WGLab / doc-ANNOVAR

Documentation for the ANNOVAR software
http://annovar.openbioinformatics.org
234 stars 359 forks source link

Errors of table_annovar.pl #131

Open xiw588 opened 3 years ago

xiw588 commented 3 years ago

Dear Dr. Wang,

I encountered an issue when running table_annovar.pl in terminal.

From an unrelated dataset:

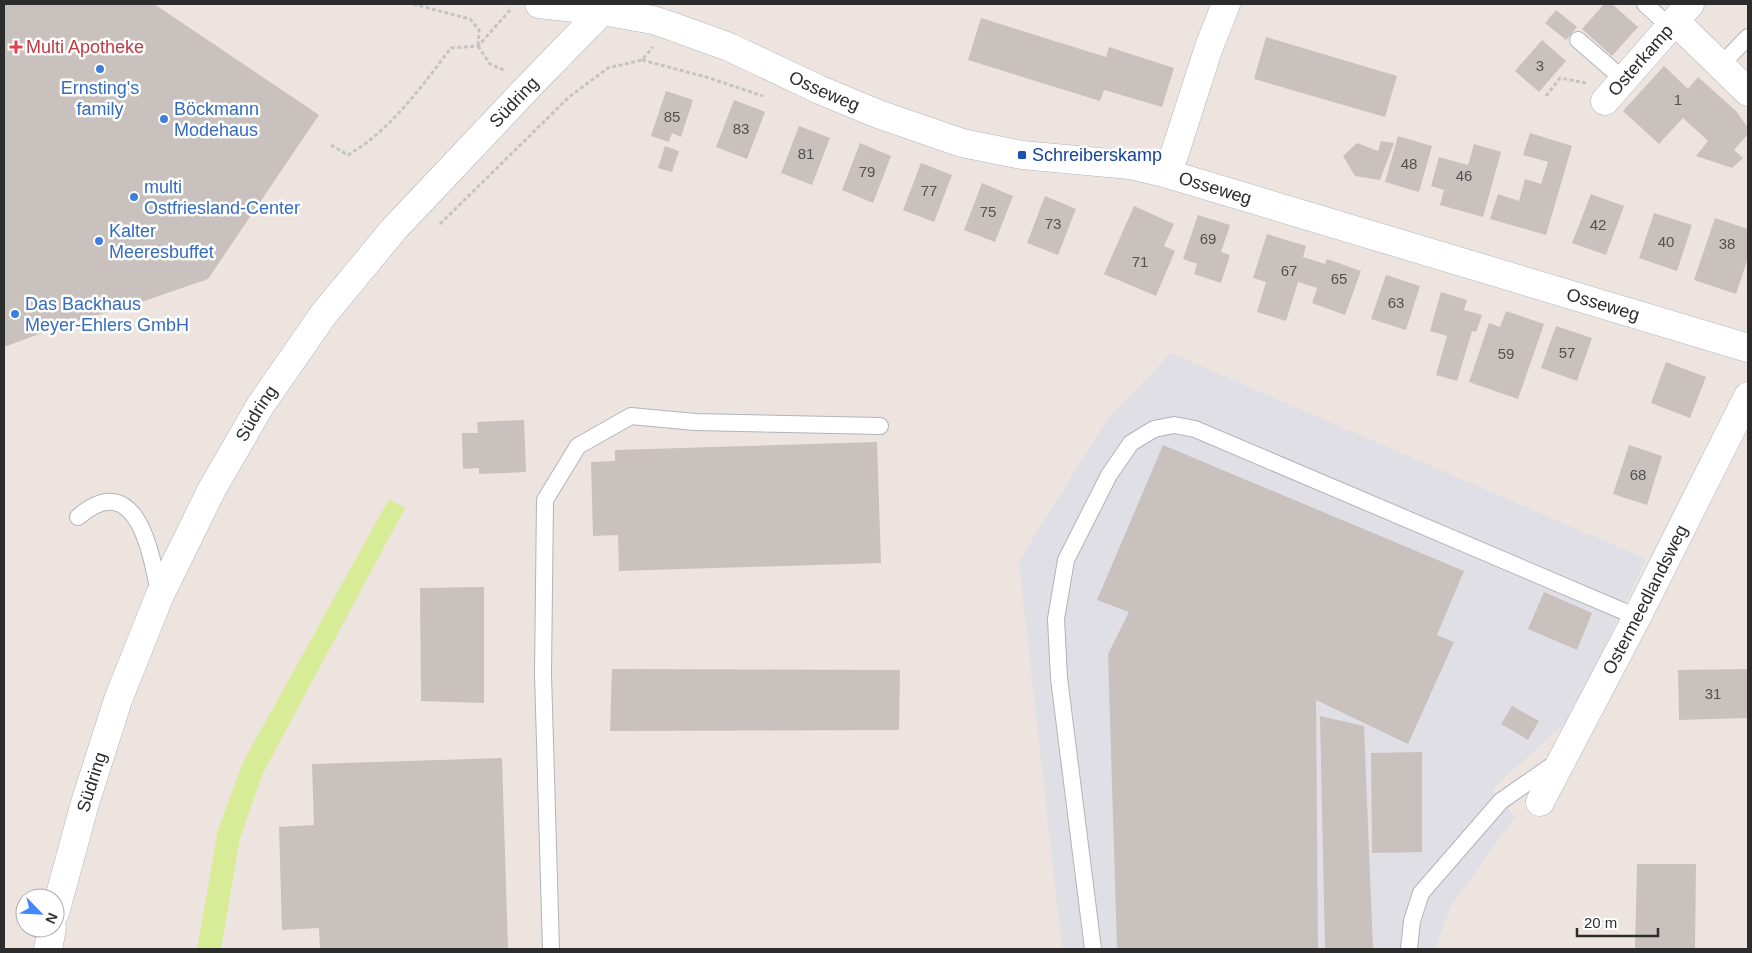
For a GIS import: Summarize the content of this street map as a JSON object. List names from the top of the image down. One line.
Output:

perl table_annovar.pl 0fb608c4-5f79-4fad-a06e-4fa00ec3bfa0_impute-vcf-merged.vcf.gz humandb/ -buildver hg19 -out m -remove -protocol refGene,cytoBand,exac03,avsnp147,dbnsfp30a -operation gx,r,f,f,f -nastring . -vcfinput -polish -xreffile example/gene_fullxref.txt

The error message is like this Error: the last column in header row should start with 'Otherinfo'

And the header of my vcf file is like below, which is the file format of VCFv4.2

CHROM POS ID REF ALT QUAL FILTER INFO FORMAT

Can you help me fix this issue?

Thank you very much for your time and help.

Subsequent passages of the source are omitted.